I feel red-raw with shame, ’cause there’s no way I’d be so kind if it was the other way around. I think Edith is the bravest person I’ve ever met. I don’t know if I’d have the guts to show my face again after what happened.
“Why did you come back?” I ask, but what I really want to ask is, How? How did you get so brave?
Edith laughs at me and tugs me forward. I feel my muscles protest again.
“I’m a Graham dancer,” she says, like it’s the simplest thing in the world. “Martha would never let me back if I went and sulked, and I want to be here when she finally admits she’s too old to keep dancing some of her roles.”
“Do you really think she isn’t good enough?” I ask, whispering like Miss Martha might hear me. Edith shrugs and pushes me back to the floor.
My head spins. I can’t imagine anyone saying Miss Martha shouldn’t dance, but then I think about how tired she looked practicing up on stage.
“Someday she’ll need one of us to dance for her, and I plan to be around when that happens. So I’ll keep coming back, no matter what she throws at me.”
Edith is quiet for a minute. “Casey, I want you to know. I didn’t just pick you to be my understudy so I could dance the lead. You’re a good dancer and I know you’ll do a great job with my part.”
&nbs
p; The door bangs open and Miss Martha sweeps in, and I go all guilty, like I was the one talking about taking her place, not Edith. I hold my breath because I think Miss Martha is going to shout and yell. But she doesn’t. She just claps her hands for music.

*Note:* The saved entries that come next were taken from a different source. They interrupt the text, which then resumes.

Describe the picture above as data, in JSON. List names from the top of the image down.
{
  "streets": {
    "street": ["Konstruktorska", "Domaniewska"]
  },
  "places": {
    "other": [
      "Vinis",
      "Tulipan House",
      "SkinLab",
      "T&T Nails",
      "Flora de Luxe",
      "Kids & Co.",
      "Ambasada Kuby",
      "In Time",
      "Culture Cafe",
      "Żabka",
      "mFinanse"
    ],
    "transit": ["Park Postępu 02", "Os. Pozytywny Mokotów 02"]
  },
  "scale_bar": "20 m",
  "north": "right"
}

After class, I walk to the Imperial Theater for rehearsal with the company. No one is even a little impressed by how well I know my steps. They’re probably just thinking, That Casey Quinn is no Edith. I grit my teeth and dance harder, curling my body across the floor like nothing can hold me back, because I will show them that I deserve to be here. That I’m a born dancer with passion and fire practically leaping out of my skin.

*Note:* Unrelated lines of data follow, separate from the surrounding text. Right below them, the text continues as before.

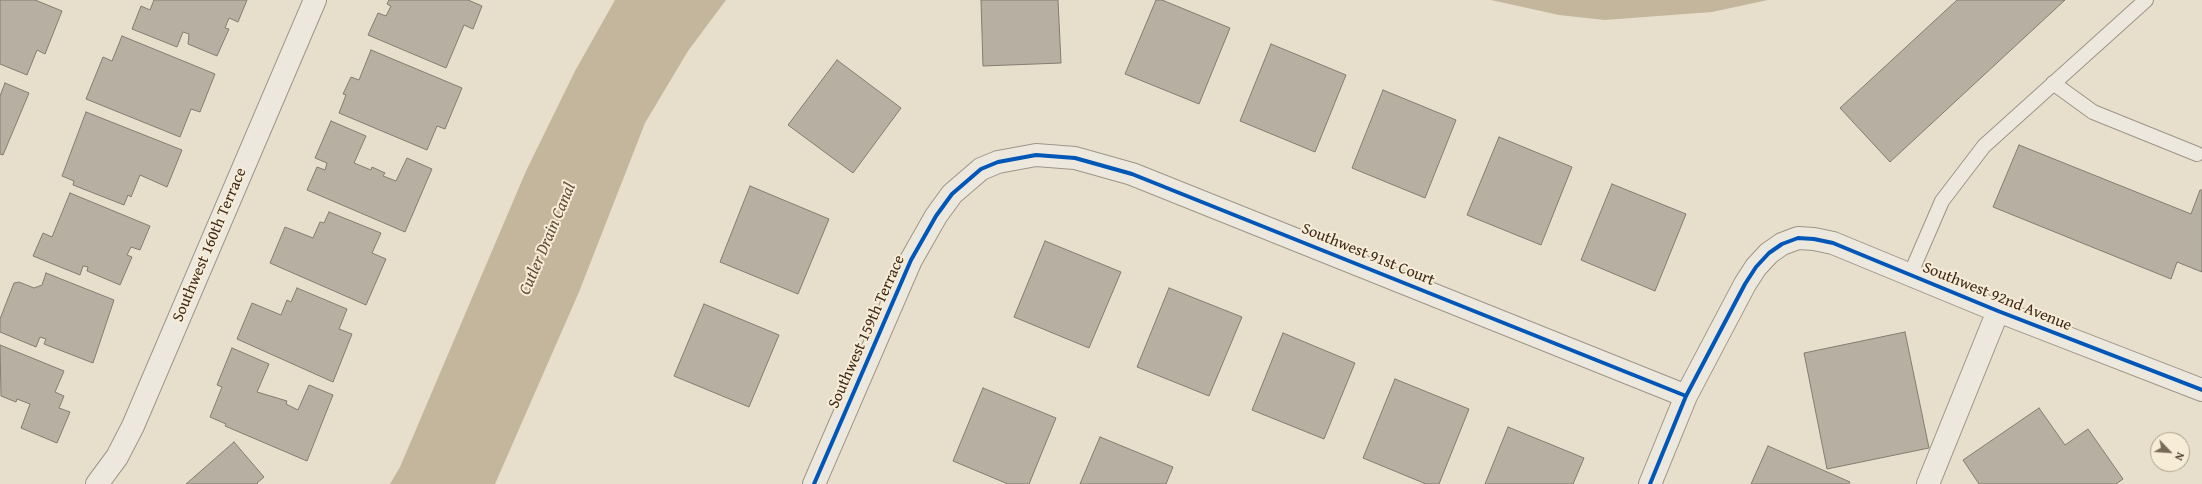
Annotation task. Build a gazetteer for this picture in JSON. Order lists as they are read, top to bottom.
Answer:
{
  "streets": {
    "street": [
      "Southwest 160th Terrace",
      "Southwest 91st Court",
      "Southwest 92nd Avenue",
      "Southwest 159th Terrace"
    ]
  },
  "crossings": [
    ["Southwest 91st Court", "Southwest 92nd Avenue"],
    ["Southwest 91st Court", "Southwest 159th Terrace"]
  ],
  "water": ["Cutler Drain Canal"],
  "north": "bottom right"
}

We dance until it is well past dark, but I keep going and don’t let anyone see I am tired. My legs burn down to the bone, but I tell them to be quiet and leap, and they listen.

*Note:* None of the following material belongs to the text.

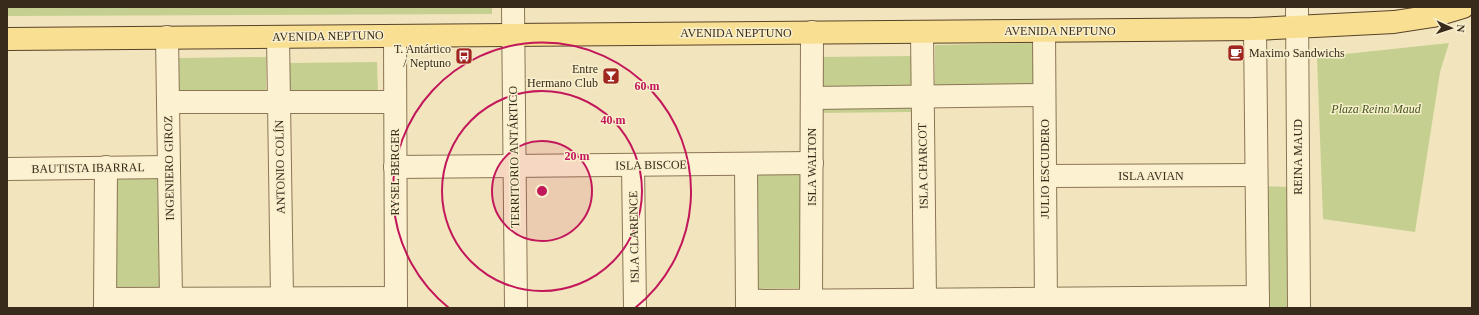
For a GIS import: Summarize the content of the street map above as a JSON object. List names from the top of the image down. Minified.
{"streets":{"main road":["AVENIDA NEPTUNO"],"street":["TERRITORIO ANTÁRTICO","REINA MAUD","ISLA BISCOE","ISLA CHARCOT","ANTONIO COLÍN","ISLA WALTON","BAUTISTA IBARRAL","INGENIERO GIROZ","JULIO ESCUDERO","RYSEL BERGER","ISLA AVIAN","ISLA CLARENCE"]},"crossings":[["AVENIDA NEPTUNO","TERRITORIO ANTÁRTICO"],["AVENIDA NEPTUNO","REINA MAUD"],["AVENIDA NEPTUNO","ISLA CHARCOT"],["AVENIDA NEPTUNO","ANTONIO COLÍN"],["AVENIDA NEPTUNO","ISLA WALTON"],["AVENIDA NEPTUNO","INGENIERO GIROZ"],["AVENIDA NEPTUNO","JULIO ESCUDERO"],["AVENIDA NEPTUNO","RYSEL BERGER"],["TERRITORIO ANTÁRTICO","ISLA BISCOE"],["ISLA BISCOE","ISLA WALTON"],["ISLA BISCOE","RYSEL BERGER"],["ISLA BISCOE","ISLA CLARENCE"],["BAUTISTA IBARRAL","INGENIERO GIROZ"],["JULIO ESCUDERO","ISLA AVIAN"]],"parks":["Plaza Reina Maud"],"places":{"cafe":["Maximo Sandwichs"],"bus stop":["T. Antártico / Neptuno"],"bar":["Entre Hermano Club"]},"north":"right","rings":["60 m","40 m","20 m"]}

“Enough,” Miss Martha says, and stops suddenly in the middle of the stage. Under the floodlights her face is white and weary. She doesn’t turn to look at us, just says we’re done for the day and waves us away. I almost can’t feel my legs beneath me, they’re so numb from dancing. I lean against the soft velvet of the orchestra seats to keep my balance as I pull my outside clothes on top of my tights and leotard. And I grab the backs of the chairs all the way up the aisle to the exit.
Back at Mrs. Everton’s house, I hang my coat on my hook and shuffle-step-slouch into the kitchen. My heart sinks low down in my stomach because the Priss and some of the new ballet crew are already there, lounging around the table like they own the place.
I set my shoulders square and walk past them to the icebox, busying myself inside it like I don’t have time to be bothered with their ballet talk and I’m not tired at all. But they aren’t talking about ballet.
My hands and heart go cold, and it’s not because I have my head in an icebox. The Priss is talking about her parents and all the things they’re going to do together in New York City: staying at The Ritz, watching the Rockettes at Radio City Music Hall, taking carriage rides in Central Park. Each word hurts like a million tiny pinpricks, making me think of Mama and how I’m missing her something awful.